Thank you for your reply.

the camera 0 in the first image has the x-axis pointing down(?), which should be pointing to its right, maybe you can check your axes systems?

image

hi, @Nplace-su . I fix a bug in Tr_camrect2cam_i, the objets can be learned, but the backgroud and the objects still can not be separate? what causes it?

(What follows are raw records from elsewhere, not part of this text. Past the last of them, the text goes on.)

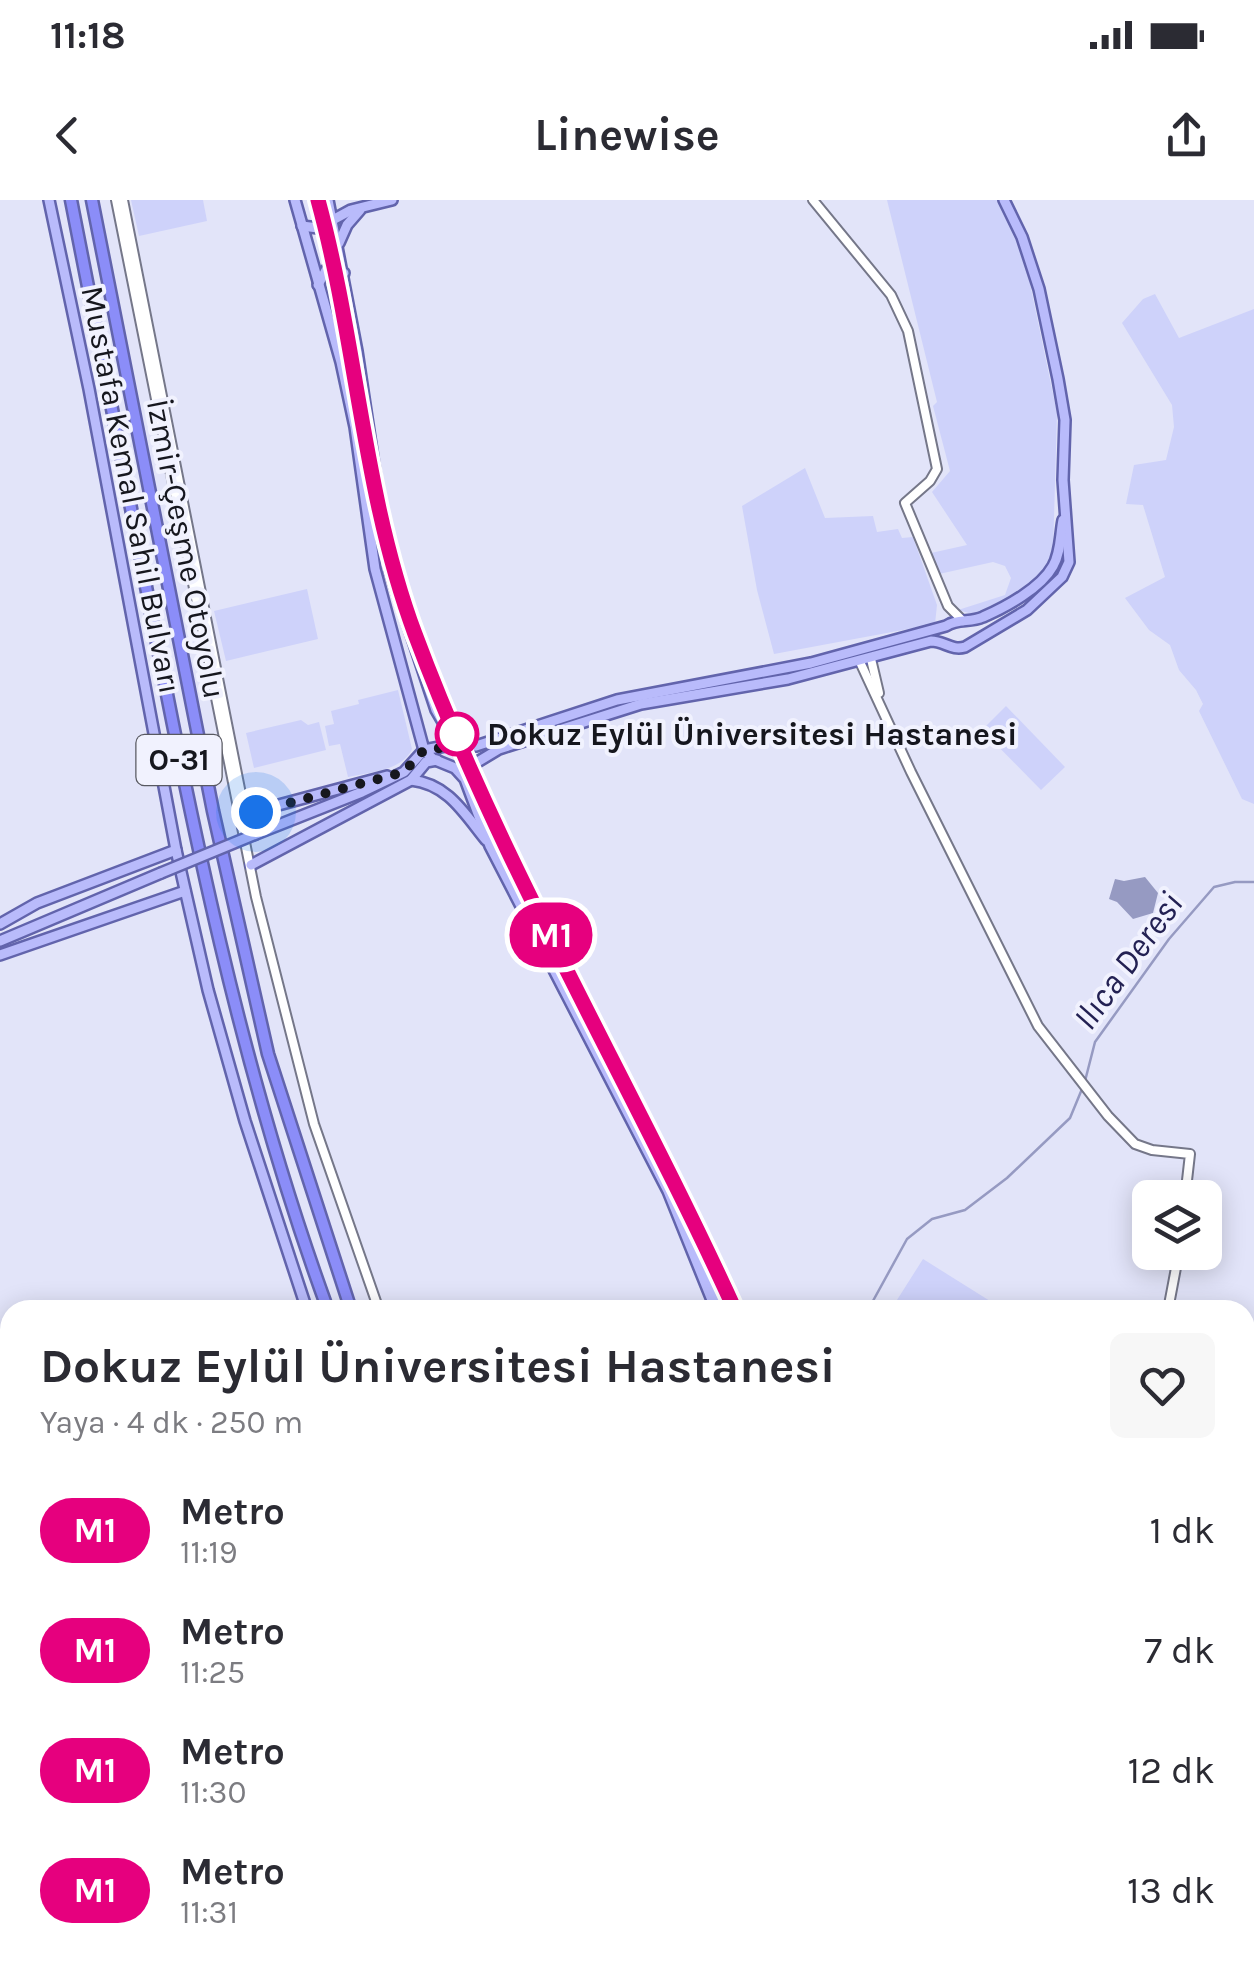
<!DOCTYPE html>
<html lang="tr">
<head>
<meta charset="utf-8">
<style>
	:root { --surface:#fff; --page:#f7f7f7; --text:#2b2b33; --muted:#7c7c81 }
	body { margin:0; font-family:Karla,sans-serif; background:var(--page); color:var(--text); height:100vh; display:flex; flex-direction:column; font-size:38px; white-space:nowrap }
	* { box-sizing:border-box; margin:0 }
	p { font-size:32px; color:var(--muted) }
	.icon { flex:none; width:55px; height:55px; fill:none; stroke:currentColor; stroke-width:2; stroke-linecap:round; stroke-linejoin:round }
	.map { position:relative; flex:1; overflow:hidden }
	.sheet { position:absolute; left:0px; top:1100px; width:1255px; height:670px; display:flex; flex-direction:column; background:var(--surface); border-radius:30px 30px 0 0; box-shadow:0 5px 25px #0003 }
	.sheet>* { flex:none }
	.badge { padding:0 20px; border-radius:32px; font-size:35px; line-height:65px }
	.fabs { position:absolute; left:1132px; top:980px; display:grid; gap:20px }
	.fabs a { display:grid; place-items:center; width:90px; height:90px; border-radius:15px; background:var(--surface); box-shadow:0 5px 25px #0003; font-size:50px }
	.you { position:absolute; width:50px; height:50px; margin:-25px; border:8px solid #fff; border-radius:50%; background:#1a73e8; box-shadow:0 0 0 15px #1a73e833 }
	.map>.badge { position:absolute; translate:-50% -50%; box-shadow:0 0 0 5px #fff }
	.round { display:grid; place-items:center; flex:none; width:105px; height:105px; border-radius:15px; background:var(--page) }
	.summary { display:flex; align-items:center; justify-content:space-between; height:170px; padding:0 40px }
	h1 { font-size:48px; font-weight:700; line-height:75px }
	ul { padding:0; list-style:none }
	li { display:flex; align-items:center; gap:30px; height:120px; padding:0 40px }
	li div { flex:1 }
	li b { display:block; font-size:38px }
	li em { font-style:normal }
	li .badge { min-width:110px; font-weight:700; text-align:center }
	.status { display:flex; justify-content:space-between; align-items:center; height:70px; padding:0 50px; background:var(--surface); direction:ltr }
	.status svg { height:28px; fill:currentColor }
	header { display:flex; justify-content:space-between; align-items:center; height:130px; padding:0 40px; background:var(--surface); font-size:45px; font-weight:700 }
	.map>svg:first-child { display:block }
	.green { fill:#ced2fa }
	.water { fill:#969ac2 }
	.lines { fill:none; stroke-linecap:round; stroke-linejoin:round }
	.stream { stroke:#969ac2; stroke-width:2.5 }
	.minor-casing { stroke:#757789; stroke-width:12 }
	.major-casing { stroke:#6264ac; stroke-width:14 }
	.highway-casing { stroke:#6264ac; stroke-width:15 }
	.minor { stroke:#fff; stroke-width:8 }
	.major { stroke:#b9bbfb; stroke-width:9 }
	.highway { stroke:#8b8df8; stroke-width:10 }
	.major-bridge-casing { stroke:#6264ac; stroke-width:14; stroke-linecap:butt }
	.major-bridge { stroke:#b9bbfb; stroke-width:9 }
	.line-casing { stroke:#fff; stroke-width:22 }
	.line { stroke:#e6007e; stroke-width:15 }
	.walk { stroke:#16171e; stroke-width:10; stroke-dasharray:0 18 }
	.stop-dot { fill:#fff; stroke:#e6007e; stroke-width:5 }
	.labels { text-anchor:middle; dominant-baseline:central; stroke-width:8; stroke-linejoin:round; paint-order:stroke }
	.shield { fill:#f1f2fe; stroke:#585961; stroke-width:2.5 }
	.shield-label { font-size:30px; font-weight:bold; fill:#16171e }
	.street-label { font-size:32px; fill:#16171e; stroke:#f1f2fe }
	.stop-label { font-size:32px; font-weight:bold; fill:#16171e; stroke:#f1f2fe; text-anchor:start }
	.water-label { font-size:35px; font-style:italic; fill:#232153; stroke:#f1f2fe }
</style>
</head>
<body>
<div class="status"><b>11:18</b><svg viewBox="0 0 49 12"><path d="M0 12V9h3v3zM5 12V6h3v6zM10 12V3h3v9zM15 12V0h3v12zM26 1h20v11H26zM47 4h2v5h-2z"/></svg></div>
<header><svg class="icon" aria-label="back" viewBox="0 0 24 24"><path d="M15 5l-7 7 7 7"/></svg>Linewise<svg class="icon" aria-label="share" viewBox="0 0 24 24"><path d="M12 15V3M7 8l5-5 5 5M5 13v7h14v-7"/></svg></header>
<div class="map">
<svg width="1254" height="1770" viewBox="0 0 1254 1770">
	<rect width="100%" height="100%" fill="#e2e4f9"/>
	<!-- green -->
	<g class="green">
		<path d="M131,0H203L207,21L139,36Z"/>
		<path d="M887,0H999L1024,55L1057,213L1053,353C1042,383 1004,403 976,415L958,410L1005,395L1011,378L1005,366L993,362L939,374L931,353L967,345L932,292L950,271L933,206L937,202Z"/>
		<path d="M327,71L338,74L357,191L354,192L323,83Z"/>
		<path d="M1155,94L1179,138L1254,109V604L1242,599L1199,511L1203,504L1196,490L1179,470L1170,445L1149,430L1125,398L1165,377L1143,305L1126,304L1134,265L1166,260L1174,227L1172,205L1122,123L1143,99Z"/>
		<path d="M805,268L825,318L873,316L877,332L898,329L902,338L913,337L937,405L935,424L774,454L757,390L742,306Z"/>
		<path d="M307,389L318,439L226,461L214,411Z"/>
		<path d="M398,490L412,549C402,571 370,572 348,577L340,544L329,546L325,526L334,524L331,511L359,504L358,500Z"/>
		<path d="M1006,506L1065,567L1041,590L982,530Z"/>
		<path d="M301,520L308,525L319,522L326,550L254,568L246,533Z"/>
		<path d="M923,1059L990,1101L985,1110H913L897,1100Z"/>
	</g>
	<!-- water -->
	<path class="water" d="M1145,677L1158,693L1153,713L1133,719L1117,702L1109,699L1115,679L1124,681Z"/>
	<g class="lines">
		<!-- stream -->
		<g class="stream">
			<path d="M1085,881L1095,842L1169,739L1214,687L1235,682H1254"/>
			<path d="M868,1110L907,1039L932,1019L965,1010L1007,978L1070,918L1082,889"/>
			<path d="M31,1770L43,1760"/>
		</g>
		<defs>
			<g id="minor">
				<path d="M116,0L256,697L314,924L379,1110"/>
				<path d="M123,0L243,604"/>
				<path d="M813,0L891,95L908,131L937,269L930,281L905,303L948,406L963,421"/>
				<path d="M871,459L879,493"/>
				<path d="M860,462L911,572L1038,826L1108,916L1135,944L1152,950L1190,954L1185,998"/>
				<path d="M1168,1110L1179,1052"/>
				<path d="M1245,1481L1254,1487"/>
				<path d="M605,1760L607,1770"/>
				<path d="M269,1770L287,1760"/>
			</g>
			<g id="major">
				<path d="M49,0L89,189L176,650L208,790L245,921L307,1110"/>
				<path d="M295,0L341,162L355,227L375,369L424,550L433,559L455,568L465,579L490,646L668,991L716,1110"/>
				<path d="M328,0L357,151L390,371L436,510L469,567L499,640L658,951L688,1015L723,1110"/>
				<path d="M302,26L318,28L351,10L392,0"/>
				<path d="M339,43L347,25L360,10"/>
				<path d="M318,85L326,70L333,68L344,73"/>
				<path d="M469,567L499,549L641,504L788,479L931,441C944,441 952,451 965,447L1027,410L1062,377L1069,362L1063,280L1065,220L1058,179L1039,89L1022,37L1004,0"/>
				<path d="M411,580C448,584 464,613 486,640"/>
				<path d="M243,602L256,611"/>
				<path d="M243,626L256,611L387,576"/>
				<path d="M256,634L362,592L404,572L424,550L445,546H476L617,500L811,463L946,426C958,418 970,423 983,417C1006,407 1041,388 1053,366C1061,352 1060,335 1063,320"/>
				<path d="M251,665L411,580L426,562L437,560"/>
				<path d="M0,724L37,703L176,650"/>
				<path d="M0,741L161,673"/>
				<path d="M0,755L185,691"/>
				<path d="M523,1760L525,1770"/>
				<path d="M869,1760V1770"/>
				<path d="M877,1760V1770"/>
			</g>
			<g id="highway">
				<path d="M71,0C95,124 120,247 143,371C191,621 240,870 328,1110"/>
				<path d="M92,0L213,611L268,854L351,1110"/>
				<path d="M549,1760L552,1770"/>
				<path d="M572,1760L574,1770"/>
			</g>
		</defs>
		<!-- minor casing -->
		<use href="#minor" class="minor-casing"/>
		<!-- major casing -->
		<use href="#major" class="major-casing"/>
		<!-- highway casing -->
		<use href="#highway" class="highway-casing"/>
		<!-- minor -->
		<use href="#minor" class="minor"/>
		<!-- major -->
		<use href="#major" class="major"/>
		<!-- highway -->
		<use href="#highway" class="highway"/>
		<defs>
			<path id="major-bridge" d="M161,673L256,634"/>
		</defs>
		<!-- major-bridge casing -->
		<use href="#major-bridge" class="major-bridge-casing"/>
		<!-- major-bridge -->
		<use href="#major-bridge" class="major-bridge"/>
	</g>
	<g class="lines">
		<defs>
			<path id="line" d="M318,0C357,143 363,295 415,434C502,668 632,884 735,1110"/>
		</defs>
		<!-- line casing -->
		<use href="#line" class="line-casing"/>
		<!-- line -->
		<use href="#line" class="line"/>
		<!-- walk -->
		<path class="walk" d="M256,612L404,572L424,550L456,546L450,534H457"/>
	</g>
	<!-- markers -->
	<circle class="stop-dot" cx="457" cy="534" r="20"/>
	<g class="labels">
		<!-- shield labels -->
		<rect class="shield" x="136.5" y="535" width="85" height="50" rx="8"/>
		<g class="shield-label">
			<text x="179" y="560">O-31</text>
		</g>
		<!-- street labels -->
		<g class="street-label">
			<text transform="translate(131 290) rotate(79)">Mustafa Kemal Sahil Bulvarı</text>
			<text transform="translate(186 349) rotate(79)">İzmir-Çeşme Otoyolu</text>
		</g>
		<!-- stop labels -->
		<g class="stop-label">
			<text x="487" y="534">Dokuz Eylül Üniversitesi Hastanesi</text>
		</g>
		<!-- water labels -->
		<g class="water-label">
			<text transform="translate(1128 761) rotate(-54)">Ilıca Deresi</text>
		</g>
	</g>
</svg>
<div class="fabs">
<a><svg class="icon" aria-label="layers" viewBox="0 0 24 24"><path d="M12 4l9 5-9 5-9-5zM3 14l9 5 9-5"/></svg></a>
</div>
<div class="you" style="left:256px;top:612px"></div>
<b class="badge" style="left:551px;top:735px;background:#e6007e;color:#fff">M1</b>
<section class="sheet">
<div class="summary"><div><h1>Dokuz Eylül Üniversitesi Hastanesi</h1><p>Yaya · 4 dk · 250 m</p></div><a class="round"><svg class="icon" aria-label="heart" viewBox="0 0 24 24"><path d="M12 20l-8-8c-3-5 5-10 8-4 3-6 11-1 8 4z"/></svg></a></div>
<ul>
<li><span class="badge" style="background:#e6007e;color:#fff">M1</span><div><b>Metro</b><p>11:19</p></div><em>1 dk</em></li>
<li><span class="badge" style="background:#e6007e;color:#fff">M1</span><div><b>Metro</b><p>11:25</p></div><em>7 dk</em></li>
<li><span class="badge" style="background:#e6007e;color:#fff">M1</span><div><b>Metro</b><p>11:30</p></div><em>12 dk</em></li>
<li><span class="badge" style="background:#e6007e;color:#fff">M1</span><div><b>Metro</b><p>11:31</p></div><em>13 dk</em></li>
</ul>
</section>
</div>
</body>
</html>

these beam-like artifacts in the background image usually indicate that your scale factor is not good, maybe scaling it down would help

@wuzirui Thank you for your reply. The initial kitti data also has the same coord system (x-axis down).
image

i mean pointing right (relative) to the image is preferred. if your camera & world system aligns with this, it should be correct~

Thank you, Iwill check it. But it seems the Y-axis and z-axis reversed?
image

Thank you, Iwill check it. But it seems the Y-axis and z-axis reversed? image

from this figure, your camera coordinate does not align with your world coordinate(object coordinate), maybe you need to flip them

OK I will check it. Thank you a lot.

Hi, @wuzirui , I fixed the scale_factor from 1.0 to 0.1, and the background and objects are separated. What is the reason?Could you introduce the principle? Thanks a lot.

image
The result exists still some ghost shadow as the figure. Could you provide some solutions to solve it?